BRIEF -> Within the entries below, how many lines carry the word "controls"? State the number and stop.

** THE RECORDS follows **

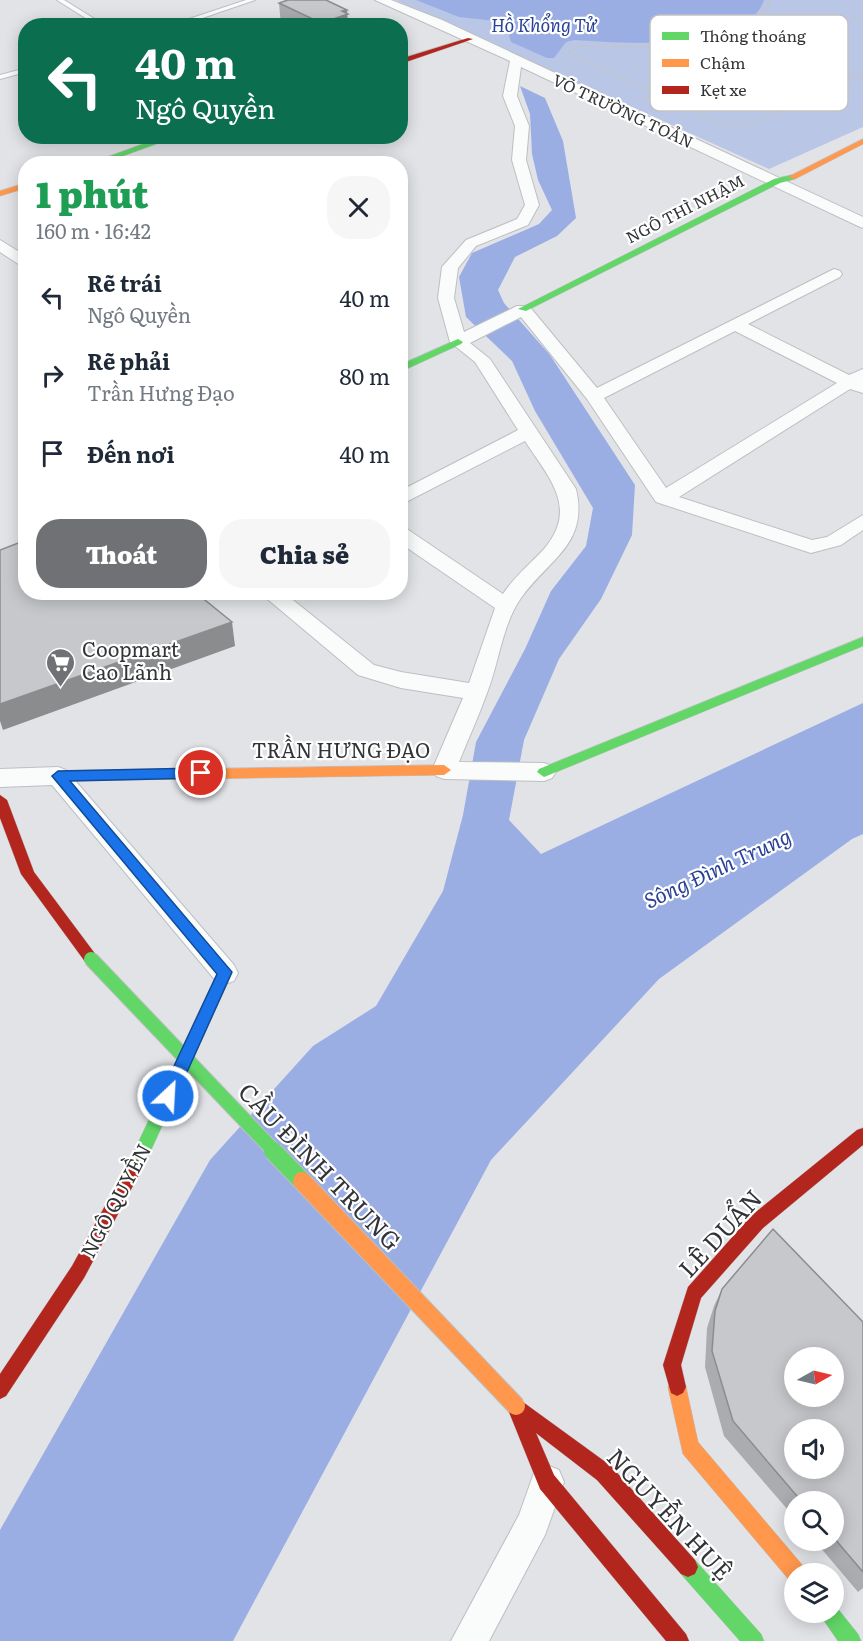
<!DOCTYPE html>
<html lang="vi">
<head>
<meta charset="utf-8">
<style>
	body { margin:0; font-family:Literata,serif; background:#f6f6f7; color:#1f2937; height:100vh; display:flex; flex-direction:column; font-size:22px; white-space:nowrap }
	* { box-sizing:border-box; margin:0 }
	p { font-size:20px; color:#747a83 }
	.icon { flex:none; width:33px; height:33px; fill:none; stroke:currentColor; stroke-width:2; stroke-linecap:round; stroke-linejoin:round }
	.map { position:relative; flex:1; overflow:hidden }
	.drawer { position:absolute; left:18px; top:156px; width:390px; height:444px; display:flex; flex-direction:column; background:#fff; border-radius:24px; box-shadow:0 3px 15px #0003 }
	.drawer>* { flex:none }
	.hud { position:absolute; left:18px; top:18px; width:390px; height:126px; border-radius:24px; box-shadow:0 3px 15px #0003; background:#0b6e4f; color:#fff; overflow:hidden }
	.needle { width:39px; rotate:82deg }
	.controls { position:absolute; left:784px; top:1347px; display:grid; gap:12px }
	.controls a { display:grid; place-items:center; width:60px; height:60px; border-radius:50%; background:#fff; box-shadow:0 3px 15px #0003; font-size:30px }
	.pin { position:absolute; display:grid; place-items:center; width:51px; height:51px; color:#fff; margin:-26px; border:3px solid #fff; border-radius:50%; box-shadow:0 2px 6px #0007 }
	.me { position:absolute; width:66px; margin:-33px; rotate:25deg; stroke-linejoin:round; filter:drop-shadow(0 0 4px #0008) }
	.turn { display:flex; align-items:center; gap:21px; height:126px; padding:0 18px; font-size:27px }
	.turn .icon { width:78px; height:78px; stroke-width:2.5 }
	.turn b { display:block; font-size:42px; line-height:51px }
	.round { display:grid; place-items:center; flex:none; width:63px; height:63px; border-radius:24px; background:#f6f6f7 }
	.overview { display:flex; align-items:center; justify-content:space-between; height:102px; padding:0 18px }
	h1 { font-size:36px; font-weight:800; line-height:45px; color:#1e9e55 }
	.button { display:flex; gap:12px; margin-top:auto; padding:12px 18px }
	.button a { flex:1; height:69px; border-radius:24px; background:#707175; color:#fff; font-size:24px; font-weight:800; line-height:69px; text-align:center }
	.button a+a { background:#f6f6f7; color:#1f2937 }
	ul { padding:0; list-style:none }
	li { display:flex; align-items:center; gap:18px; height:78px; padding:0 18px }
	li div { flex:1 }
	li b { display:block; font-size:22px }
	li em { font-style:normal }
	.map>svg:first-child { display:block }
	.green { fill:#b9c6e6 }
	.water { fill:#9aaee4 }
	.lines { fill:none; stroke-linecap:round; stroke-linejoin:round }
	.lane-casing { stroke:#bdbfc2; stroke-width:2 }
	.street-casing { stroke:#bdbfc2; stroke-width:2 }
	.fast-casing { stroke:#bdbfc2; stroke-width:1 }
	.slow-casing { stroke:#bdbfc2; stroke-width:1 }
	.jam-casing { stroke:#bdbfc2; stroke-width:1 }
	.path { stroke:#c4c4c5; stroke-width:2; stroke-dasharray:2 2; stroke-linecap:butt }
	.lane { fill:#fafbfb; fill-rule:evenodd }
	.street { fill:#fafbfb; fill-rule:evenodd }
	.fast { fill:#63d668; fill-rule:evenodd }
	.slow { fill:#ff974d; fill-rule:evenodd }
	.jam { fill:#b3261e; fill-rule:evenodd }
	.fast-bridge-far1-casing { stroke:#bdbfc2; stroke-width:16; stroke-linecap:butt }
	.fast-bridge-casing { stroke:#bdbfc2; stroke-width:20; stroke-linecap:butt }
	.slow-bridge-casing { stroke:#bdbfc2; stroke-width:20; stroke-linecap:butt }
	.fast-bridge-far1 { stroke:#63d668; stroke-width:14 }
	.fast-bridge { stroke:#63d668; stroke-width:18 }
	.slow-bridge { stroke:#ff974d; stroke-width:18 }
	.wall { fill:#aaacaf }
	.shaded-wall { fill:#8b8c8e }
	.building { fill:#c6c8cb; stroke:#8b8c8e; stroke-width:1.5; fill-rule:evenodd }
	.route { fill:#1a73e8; stroke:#114b97; stroke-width:1.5 }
	.labels { text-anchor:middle; stroke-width:4.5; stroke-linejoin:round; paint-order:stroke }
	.far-street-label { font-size:16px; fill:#333437; stroke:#fff }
	.far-water-label { font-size:18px; font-style:italic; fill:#294198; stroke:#fff }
	.poi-label { font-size:20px; fill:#333437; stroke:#fff; text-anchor:start }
	.street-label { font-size:20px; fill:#333437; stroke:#fff }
	.water-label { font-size:21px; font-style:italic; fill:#294198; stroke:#fff }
	.near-street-label { font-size:24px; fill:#333437; stroke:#fff }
	.key { fill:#fff; stroke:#c2c2c3; stroke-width:1.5 }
	.key-label { font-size:16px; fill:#333437 }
</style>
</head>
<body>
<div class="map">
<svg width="863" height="1641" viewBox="0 0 863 1641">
	<rect width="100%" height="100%" fill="#e1e3e7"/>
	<path class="green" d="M395,0H863V127L769,169Z"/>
	<path class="water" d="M416,0H764C747,53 620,43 575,40L566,42L554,58H547L511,42L505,22L459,17Z
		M520,86L545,98L563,141L576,218L557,236L515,257L498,290L504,303L550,355L635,485L632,535L601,599L559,659L524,740L509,820L541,854L863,703V834L852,839L659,979L491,1160L233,1641H0V1530L210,1160L313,1046L376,1006L443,891L463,815L476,742L525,649L551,591L586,546L593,508L535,411L512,361L466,317L459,277L472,253L539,224L552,210L538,180L532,154L530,114Z"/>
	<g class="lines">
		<defs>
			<path id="lane" d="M57,0H64L106,26H98Z
				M246,0H255L179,26H168Z
				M26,68V72L0,79V75Z"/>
			<path id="street" d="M375,0H391L442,20L863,217V228L858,226L521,67L517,96L529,126L526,160L539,205L528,225L476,246L458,268L454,298L464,332L517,306H529L597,388L834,269L840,271L842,274L840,277L748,324L849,375L863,369V393L850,389L679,497L812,540L827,537L863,515V530L841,545L811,553L656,502L587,399L521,317L470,343L490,359L576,489C589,544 549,559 521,598C502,625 499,663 487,693C479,716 468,739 459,762L544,763L552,766L556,772L552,778L544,781L444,779L436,776L432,770L463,698L401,688L358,675L259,592H283L374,665L401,672L469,683L495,608L400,543V527L407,529L503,594C514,577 530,564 544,549C579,508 549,478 525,441L400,505V491L518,430L475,362L450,342L438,298L442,267L466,240L517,219L525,205L512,160L515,126L503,96L510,61ZM735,331L837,383L666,488L604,398Z
				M0,240L26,256V269L0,252Z
				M58,767L66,770L234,965L238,973L234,981L225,984L216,981L52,785L0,787V769Z
				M547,1465L559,1470L564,1482L545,1535L489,1641H451L519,1515L535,1470Z"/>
			<path id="fast" d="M165,136H178L101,164H88Z
				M792,175L796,177L795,179L780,183L526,311L518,309L774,179Z
				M458,339L463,342L461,344L400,372V365Z
				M863,637V646L549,775L544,777L537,772L539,769Z
				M225,967L230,969L232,973L141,1172L135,1175L129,1172L127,1167L129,1162L218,973L220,969Z
				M688,1557L695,1560L761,1634L764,1641H740L681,1574L678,1567L681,1560Z
				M834,1604L858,1634L861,1641H838L818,1612H834Z"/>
			<path id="slow" d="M863,139V144L795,179L788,177Z
				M26,183V188L0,196V191Z
				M444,765L451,770L444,775L58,781L51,776L58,771Z
				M677,1378L683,1381L686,1387L698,1442L804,1567L807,1574H795V1583L790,1581L683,1454L668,1387L671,1381Z"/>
			<path id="jam" d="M468,38L473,39L400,64V59Z
				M0,795L7,800L34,872L96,955L98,959L96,963L91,965L86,963L21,874L0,818Z
				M863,1128V1145L763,1228L701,1298L681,1365L686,1387L683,1393L677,1396L671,1393L663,1365L688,1287L751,1216L857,1130Z
				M135,1159L141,1162L143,1167L84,1278L6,1396L0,1399V1374L72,1266L129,1162Z
				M516,1397L611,1466L695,1560L698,1567L695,1574L688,1577L681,1574L597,1480L536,1433L554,1475L686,1634L689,1641H666L540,1489L507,1407L509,1399Z"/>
		</defs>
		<use href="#lane" class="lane-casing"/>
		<use href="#street" class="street-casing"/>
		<use href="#fast" class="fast-casing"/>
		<use href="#slow" class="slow-casing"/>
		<use href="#jam" class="jam-casing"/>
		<path class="path" d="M769,0L768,8C718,53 645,47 582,46L574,47L569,53L726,125L756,123L863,75
			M733,33L766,45
			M776,44L787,50L776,53L764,49L766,45Z
			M783,46L863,15
			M787,50L861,75
			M780,53L851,80
			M643,100L768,52"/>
		<use href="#lane" class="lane"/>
		<use href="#street" class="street"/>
		<use href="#fast" class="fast"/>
		<use href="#slow" class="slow"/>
		<use href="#jam" class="jam"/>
		<defs>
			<path id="fast-bridge-far1" d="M91,959L275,1152"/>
			<path id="fast-bridge" d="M273,1151L302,1181"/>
			<path id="slow-bridge" d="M302,1181L516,1406"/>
		</defs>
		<use href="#fast-bridge-far1" class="fast-bridge-far1-casing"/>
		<use href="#fast-bridge" class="fast-bridge-casing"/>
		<use href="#slow-bridge" class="slow-bridge-casing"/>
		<use href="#fast-bridge-far1" class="fast-bridge-far1"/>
		<use href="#fast-bridge" class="fast-bridge"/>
		<use href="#slow-bridge" class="slow-bridge"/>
	</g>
	<path class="wall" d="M279,3L347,14L348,26H281Z
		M722,1289L863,1322V1588L858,1592L814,1540H834V1502H795V1518L724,1436L705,1367L707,1328L714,1306Z"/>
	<path class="shaded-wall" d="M347,10L348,26H321V23Z
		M232,622L235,646L3,730L0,721V704Z"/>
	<path class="building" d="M288,0H326L347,10L342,11L348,14L321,23L279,3Z
		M26,540V592H195L232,622L0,704V550Z
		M773,1229L863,1322V1572L834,1538V1502H802L733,1421L712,1351L715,1311L722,1289ZM795,1358H834V1396H795ZM795,1430H834V1468H795Z"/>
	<path class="route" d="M201,768L207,773L201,778L70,781L232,972L174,1101L168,1103L162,1101L160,1096L217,974L52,776L58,771Z"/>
	<defs>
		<symbol id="supermarket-pin" viewBox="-11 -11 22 30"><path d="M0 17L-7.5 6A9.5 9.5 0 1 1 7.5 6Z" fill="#707175" stroke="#fff"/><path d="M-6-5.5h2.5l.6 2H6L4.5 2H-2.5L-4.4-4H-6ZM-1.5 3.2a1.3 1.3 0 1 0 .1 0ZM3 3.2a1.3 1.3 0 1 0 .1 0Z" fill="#fff"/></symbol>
	</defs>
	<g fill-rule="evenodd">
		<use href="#supermarket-pin" x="44" y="646" width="33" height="45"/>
	</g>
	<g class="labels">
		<g class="far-street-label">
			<text transform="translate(623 111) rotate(25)" y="6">VÕ TRƯỜNG TOẢN</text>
			<text transform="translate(685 209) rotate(-27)" y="6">NGÔ THÌ NHẬM</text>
		</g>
		<g class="far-water-label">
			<text x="544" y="32">Hồ Khổng Tử</text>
		</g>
		<g class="poi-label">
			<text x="82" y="657">Coopmart<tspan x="82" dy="23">Cao Lãnh</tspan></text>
		</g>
		<g class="street-label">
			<text x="341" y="758">TRẦN HƯNG ĐẠO</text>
			<text transform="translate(116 1201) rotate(-62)" y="7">NGÔ QUYỀN</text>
		</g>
		<g class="water-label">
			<text transform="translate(718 869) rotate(-25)" y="7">Sông Đình Trung</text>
		</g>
		<g class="near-street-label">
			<text transform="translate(319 1167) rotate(46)" y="8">CẦU ĐÌNH TRUNG</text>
			<text transform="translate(721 1234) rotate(-47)" y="8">LÊ DUẨN</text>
			<text transform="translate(669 1515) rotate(47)" y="8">NGUYỄN HUỆ</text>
		</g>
	</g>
	<rect x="650" y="15" width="198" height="96" rx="9" class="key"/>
	<rect x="662" y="32" width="27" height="8" fill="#63d668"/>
	<rect x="662" y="59" width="27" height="8" fill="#ff974d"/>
	<rect x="662" y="86" width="27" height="8" fill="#b3261e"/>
	<g class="key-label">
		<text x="700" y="42">Thông thoáng</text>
		<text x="700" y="69">Chậm</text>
		<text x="700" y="96">Kẹt xe</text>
	</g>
</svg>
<div class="controls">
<a><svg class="needle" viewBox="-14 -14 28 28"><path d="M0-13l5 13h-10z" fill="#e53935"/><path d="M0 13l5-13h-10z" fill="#747a83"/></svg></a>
<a><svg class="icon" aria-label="sound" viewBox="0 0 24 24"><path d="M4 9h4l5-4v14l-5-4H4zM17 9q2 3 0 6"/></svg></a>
<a><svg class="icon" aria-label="search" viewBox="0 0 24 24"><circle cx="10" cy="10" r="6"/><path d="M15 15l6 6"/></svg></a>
<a><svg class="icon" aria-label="layers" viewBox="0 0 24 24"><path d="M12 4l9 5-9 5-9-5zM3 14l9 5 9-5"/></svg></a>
</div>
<div class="pin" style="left:201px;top:773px;background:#d93025"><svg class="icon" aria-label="arrive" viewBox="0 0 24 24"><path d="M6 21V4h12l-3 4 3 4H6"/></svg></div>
<svg class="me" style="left:168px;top:1096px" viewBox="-20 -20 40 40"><circle r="17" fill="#1a73e8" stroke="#fff" stroke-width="3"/><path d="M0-11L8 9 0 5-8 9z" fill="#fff"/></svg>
<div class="hud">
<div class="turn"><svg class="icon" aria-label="left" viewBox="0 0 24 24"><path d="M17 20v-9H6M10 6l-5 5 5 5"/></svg><div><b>40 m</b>Ngô Quyền</div></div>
</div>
<section class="drawer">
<div class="overview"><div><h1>1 phút</h1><p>160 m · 16:42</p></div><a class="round"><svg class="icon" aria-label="close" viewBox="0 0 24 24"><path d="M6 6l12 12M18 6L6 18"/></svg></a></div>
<ul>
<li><svg class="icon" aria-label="left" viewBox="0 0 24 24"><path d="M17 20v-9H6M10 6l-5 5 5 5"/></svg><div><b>Rẽ trái</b><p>Ngô Quyền</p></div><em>40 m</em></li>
<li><svg class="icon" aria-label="right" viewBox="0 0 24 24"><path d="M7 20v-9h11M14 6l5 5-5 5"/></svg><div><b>Rẽ phải</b><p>Trần Hưng Đạo</p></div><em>80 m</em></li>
<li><svg class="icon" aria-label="arrive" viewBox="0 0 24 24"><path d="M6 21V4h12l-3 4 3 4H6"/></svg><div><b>Đến nơi</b></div><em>40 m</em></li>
</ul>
<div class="button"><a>Thoát</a><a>Chia sẻ</a></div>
</section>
</div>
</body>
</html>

** End of THE RECORDS **

YOUR RESPONSE -> 3